The Republican Party is devoted to tax reform, by which it really means tax cuts, but underneath this apparent laser-like focus lie conflicting schools of thought. The one embraced by President Trump is the Candy Land School.
The Candy Land School argues that tax cuts are always good, and that resulting government deficits are inconsequential, ostensibly because those tax cuts will trigger unprecedented economic growth that in turn will yield even higher tax revenues. It promises gifts for all today, and assumes away tomorrow.
Empirical evidence from the last several decades points to the conclusion that changes in U.S. tax rates do not map neatly onto the path of economic growth. One important reason for this is that the United States already has some of the lowest tax rates in the world — as a percentage of national income (gross domestic product), the second lowest among all large economies. Americans already keep the lion’s share of their income, and so changes in tax rates do not radically alter economic incentives. Well-designed tax reform, particularly of the corporate tax, can improve growth prospects somewhat, and thereby mitigate the cost of reductions in rates. That is not the same as tax cuts paying for themselves.
Economic growth cannot magically be summoned through any simplistic incantation.
Economic growth cannot magically be summoned through any simplistic incantation. Moreover, the U.S. today faces a fundamental demographic challenge to growth: The increasing portion of the population that is over 65. Within the next couple of decades, the number of Americans over 65 will increase by 50%, compared with adult Americans under that age. Of course, the elderly are expensive to maintain — they earn less and consume more social insurance than do younger and healthier adults.
Deficits do matter, at least when they reach the magnitudes created by Candy Land logic. The reason is simple: Deficits are funded through government borrowing. As government borrowing balloons, an ever-increasing percentage of government spending must be devoted simply to servicing the outstanding debt, which leaves less for all other government activities. Moreover, private firms find it more and more expensive to borrow to fund their businesses, because they must compete with the government for investors’ money. This results either in a “crowding out” of businesses from the debt markets, or, for more complex reasons, an increase in U.S. trade deficits. Taken together, these consequences mean that large-scale Candy Land tax cuts actually are anti-growth moves, as the nonpartisan Congressional Budget Office has repeatedly warned.
The right way to think about government debt is to compare it to our national income, because in the end it’s our income that will service our debt. The federal debt-to-GDP ratio today stands at about 77%; at the end of World War II, the highest point on record, it was a bit over 100%. According to the CBO — the official scorekeepers — we already are on a path for the debt-to-GDP ratio to hit 150% in 30 years; a $2-trillion Candy Land-style tax cut would send that ratio to something in the neighborhood of 200%.

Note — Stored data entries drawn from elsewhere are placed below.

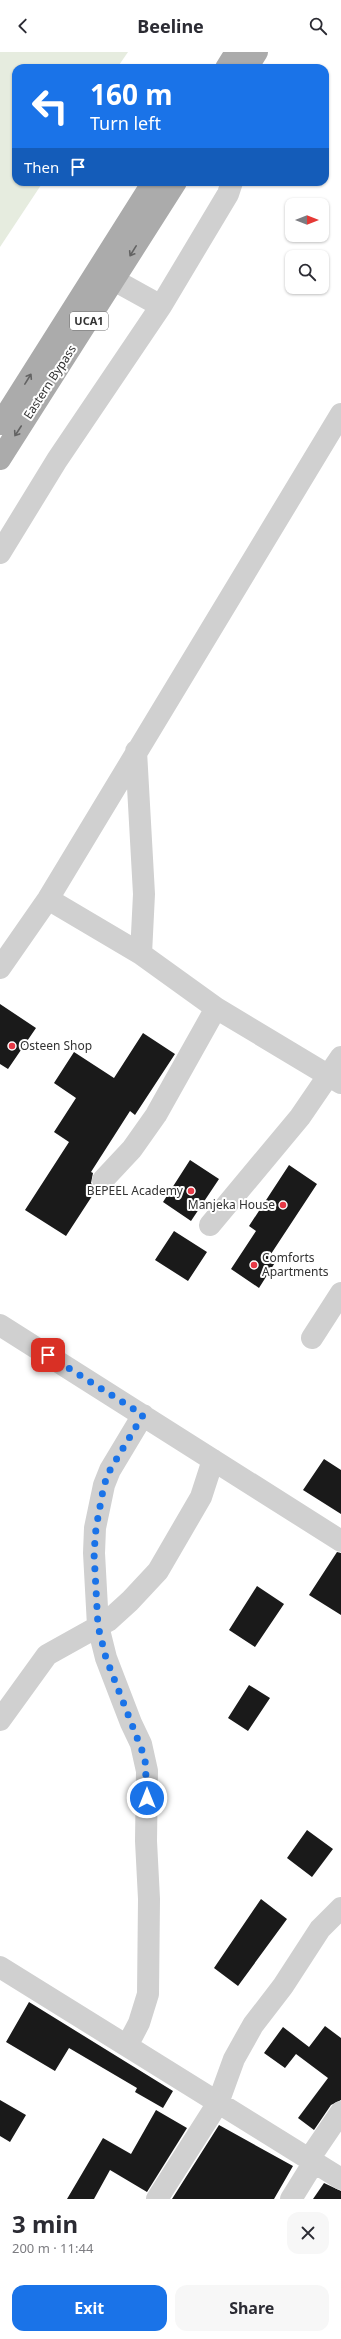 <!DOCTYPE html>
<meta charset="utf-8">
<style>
:root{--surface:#fff;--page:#f7f7f7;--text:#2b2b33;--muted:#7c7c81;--accent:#1a73e8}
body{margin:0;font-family:"Noto Sans",sans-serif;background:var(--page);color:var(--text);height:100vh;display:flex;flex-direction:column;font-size:15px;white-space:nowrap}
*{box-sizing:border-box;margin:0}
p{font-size:13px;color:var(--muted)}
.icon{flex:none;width:22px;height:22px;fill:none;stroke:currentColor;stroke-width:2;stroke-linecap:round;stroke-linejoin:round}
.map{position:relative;height:2147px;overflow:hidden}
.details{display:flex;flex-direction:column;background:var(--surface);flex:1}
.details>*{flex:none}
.hud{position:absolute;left:12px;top:12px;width:317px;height:122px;border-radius:12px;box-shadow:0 1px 3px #0004;background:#1a73e8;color:#fff;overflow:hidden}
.needle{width:26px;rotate:90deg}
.buttons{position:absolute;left:285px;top:146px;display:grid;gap:8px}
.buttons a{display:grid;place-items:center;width:44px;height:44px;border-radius:8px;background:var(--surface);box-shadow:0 1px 3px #0004;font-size:20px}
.pin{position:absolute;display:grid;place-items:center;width:34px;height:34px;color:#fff;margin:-17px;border-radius:8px;box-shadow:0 2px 6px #0006}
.me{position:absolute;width:44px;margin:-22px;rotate:0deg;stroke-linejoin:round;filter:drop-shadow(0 0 3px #0008)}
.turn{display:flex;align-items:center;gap:14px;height:84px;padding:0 12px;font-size:18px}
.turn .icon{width:52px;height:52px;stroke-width:2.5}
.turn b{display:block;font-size:28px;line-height:34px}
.then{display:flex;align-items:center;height:38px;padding:0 12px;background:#0003;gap:8px;font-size:15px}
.round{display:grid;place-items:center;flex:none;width:42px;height:42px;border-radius:12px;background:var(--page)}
.summary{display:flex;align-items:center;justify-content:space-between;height:68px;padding:0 12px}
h1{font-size:24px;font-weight:700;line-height:30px}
.primary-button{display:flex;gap:8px;margin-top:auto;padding:8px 12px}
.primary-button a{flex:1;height:46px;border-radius:12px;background:var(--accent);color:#fff;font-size:16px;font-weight:700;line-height:46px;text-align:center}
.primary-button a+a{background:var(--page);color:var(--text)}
header{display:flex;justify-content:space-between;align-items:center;height:52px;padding:0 12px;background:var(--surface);font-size:18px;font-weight:700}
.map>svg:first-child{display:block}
.green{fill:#e6ecdf}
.building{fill:#1a1a1a}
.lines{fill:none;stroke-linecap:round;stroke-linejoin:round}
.minor{stroke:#d0d0d0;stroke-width:22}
.major{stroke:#ababab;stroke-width:22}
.oneway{stroke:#636363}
.route{stroke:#1a73e8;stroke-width:7;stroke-dasharray:0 12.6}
.poi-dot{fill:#e63946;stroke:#fff;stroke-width:1.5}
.labels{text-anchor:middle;stroke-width:4;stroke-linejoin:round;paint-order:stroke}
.shield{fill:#fff;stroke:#707070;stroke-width:1}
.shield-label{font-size:11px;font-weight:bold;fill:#333}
.street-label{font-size:12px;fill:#333;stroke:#fff}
.poi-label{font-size:12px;fill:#333;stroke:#fff;text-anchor:start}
</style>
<header><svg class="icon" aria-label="back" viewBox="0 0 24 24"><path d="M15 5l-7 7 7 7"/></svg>Beeline<svg class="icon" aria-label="search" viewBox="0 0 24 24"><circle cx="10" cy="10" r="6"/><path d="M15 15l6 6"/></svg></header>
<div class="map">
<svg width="341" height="2147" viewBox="0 0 341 2147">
<rect width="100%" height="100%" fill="#fff"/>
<path class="green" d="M0 0H128L117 16H16V130H43L0 195Z"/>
<path class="building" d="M0 952 36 976 8 1017 0 1012Z
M143 981 175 1002 135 1063 130 1059 91 1120 93 1121 91 1131 96 1138 66 1184 25 1158 69 1090 54 1080 76 1046 54 1031 74 1000 114 1026Z
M190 1108 219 1127 191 1169 163 1150Z
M289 1113 317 1132 269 1205 276 1209 259 1236 231 1217 256 1179 249 1174Z
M174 1179 207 1200 188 1229 155 1208Z
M324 1407 341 1418V1462L303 1438Z
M337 1500 341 1501V1563L309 1543Z
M257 1534 284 1552 255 1595 229 1578Z
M249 1633 270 1646 248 1679 228 1666Z
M307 1778 333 1797 312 1825 287 1806Z
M261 1847 287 1867 238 1934 214 1916Z
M29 1950 173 2039 163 2056 135 2040 137 2036 69 1996 55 2019 6 1990Z
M325 1974 341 1986V2048L331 2053 314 2078 298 2066 328 2026 296 2002 285 2016 264 2001 283 1975 309 1995Z
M0 2048 26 2063 10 2090 0 2084Z
M156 2058 187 2076 147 2140 110 2118 94 2147H67L103 2086 131 2102Z
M219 2073 293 2114 274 2147H172Z
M324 2131 341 2139V2147H313Z"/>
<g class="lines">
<path class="minor" d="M114 228 161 254
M0 501 57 408 161 254 228 142 232 130
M136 699 144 842 141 902
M48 847 141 902 216 956 341 1031
M0 916 48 847 341 362
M103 1128 132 1097 156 1063 216 956
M210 1173 300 1065 341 1005
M0 1273 341 1489
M312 1286 341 1241
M0 1668 47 1603 108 1569 130 1549 158 1519 201 1445 213 1408
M0 1915 341 2127
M127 1994 139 1971 148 1942 149 1847 146 1789 147 1719 141 1692 131 1671 106 1606 98 1574 94 1501 95 1476 104 1433 110 1418 143 1363
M309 2107 341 2060
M157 2147 218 2051 234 2007 253 1973 283 1934 320 1877 341 1856
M291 2147 314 2110"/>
<path class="major" d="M226 16 236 0
M247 16 257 0
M0 372 153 130
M0 407 176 130"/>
</g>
<defs><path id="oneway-shaft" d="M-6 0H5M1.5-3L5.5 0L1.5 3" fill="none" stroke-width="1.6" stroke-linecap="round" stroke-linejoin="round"/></defs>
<g class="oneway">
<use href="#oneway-shaft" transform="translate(133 199) rotate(122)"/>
<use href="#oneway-shaft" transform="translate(28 327) rotate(-58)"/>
<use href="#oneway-shaft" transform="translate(18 379) rotate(123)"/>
</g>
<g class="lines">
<path class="route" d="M48 1303 143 1363 110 1418 104 1433 96 1476 94 1501 98 1574 106 1606 145 1706 147 1746"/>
</g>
<g class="poi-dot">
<circle cx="12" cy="994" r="4"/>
<circle cx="191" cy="1139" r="4"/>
<circle cx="283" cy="1153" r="4"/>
<circle cx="254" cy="1213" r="4"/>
</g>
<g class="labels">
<rect class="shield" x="70" y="260" width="38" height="18" rx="3"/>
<g class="shield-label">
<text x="89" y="273">UCA1</text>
</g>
<g class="street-label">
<text transform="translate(50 330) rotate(-57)" y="4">Eastern Bypass</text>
</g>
<g class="poi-label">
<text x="20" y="998">Osteen Shop</text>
<text x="183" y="1143" text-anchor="end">BEPEEL Academy</text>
<text x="275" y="1157" text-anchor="end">Manjeka House</text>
<text x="262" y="1210">Comforts<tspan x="262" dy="14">Apartments</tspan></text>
</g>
</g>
</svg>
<div class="buttons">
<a><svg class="needle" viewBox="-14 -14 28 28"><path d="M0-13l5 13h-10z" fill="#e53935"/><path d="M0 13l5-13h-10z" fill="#7c7c81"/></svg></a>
<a><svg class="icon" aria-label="search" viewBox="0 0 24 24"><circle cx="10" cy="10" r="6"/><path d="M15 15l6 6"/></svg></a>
</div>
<div class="pin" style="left:48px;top:1303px;background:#d93025"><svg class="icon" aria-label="arrive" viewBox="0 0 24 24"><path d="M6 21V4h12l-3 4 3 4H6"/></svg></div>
<svg class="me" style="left:147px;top:1746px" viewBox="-20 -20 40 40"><circle r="17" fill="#1a73e8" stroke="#fff" stroke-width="3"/><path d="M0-11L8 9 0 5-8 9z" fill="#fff"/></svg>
<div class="hud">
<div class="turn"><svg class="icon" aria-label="left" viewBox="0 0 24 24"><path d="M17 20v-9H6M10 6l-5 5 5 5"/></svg><div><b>160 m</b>Turn left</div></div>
<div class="then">Then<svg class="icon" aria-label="arrive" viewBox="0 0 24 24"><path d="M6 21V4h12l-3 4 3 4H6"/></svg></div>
</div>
</div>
<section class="details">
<div class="summary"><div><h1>3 min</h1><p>200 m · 11:44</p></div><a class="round"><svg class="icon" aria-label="close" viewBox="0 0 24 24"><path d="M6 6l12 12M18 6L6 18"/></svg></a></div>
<div class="primary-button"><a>Exit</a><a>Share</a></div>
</section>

The sad and sober truth is that Americans are undertaxed. We are undertaxed relative to the government-investment and social-insurance programs we all demand, and we are profoundly undertaxed relative to our peer countries. Today, all levels of U.S. government, combined, collect about 26% of GDP in taxes. In Germany, a reasonably successful capitalist economy, that figure is 37%. Eleven percentage points of GDP in government revenue would translate to more than $2 trillion this year alone — $2 trillion that could go toward eliminating the deficit and funding important programs, such as better healthcare and improved infrastructure. So steep a tax increase is unrealistic, but the problem with government lies in its systematic underfunding relative to the demands we place on it.
The competing Republican school of thought, embraced by House Speaker Paul D. Ryan, has as its objective the dismantling of social insurance of all forms, with the resulting savings redistributed to the affluent through tax cuts. We can think of it as the Cruella de Vil School of fiscal policy. The failed “Repeal and Replace” bill was in fact not healthcare legislation, but rather a tax bill along these lines. Its principal objective was to remove Medicaid insurance protection for millions of low-income Americans and transfer the savings to high-income taxpayers. The Cruella de Vil School is mean spirited and inconsistent with the actual desires of most Americans, but unlike the Candy Land School, it is at least intellectually honest.
Trump’s proposed Candy Land giveaways probably are not a serious legislative proposal at all, but simply a grandstanding play to his base. Republican leadership in Congress will give it the short shrift it deserves. But the underlying theme that what this country needs is a big tax cut is seductive, politically salient and profoundly wrong. It’s time for a more honest appraisal of how to go about financing the government we actually want.
Edward D. Kleinbard is a professor at USC’s law school. He was formerly chief of staff for Congress’ Joint Committee on Taxation.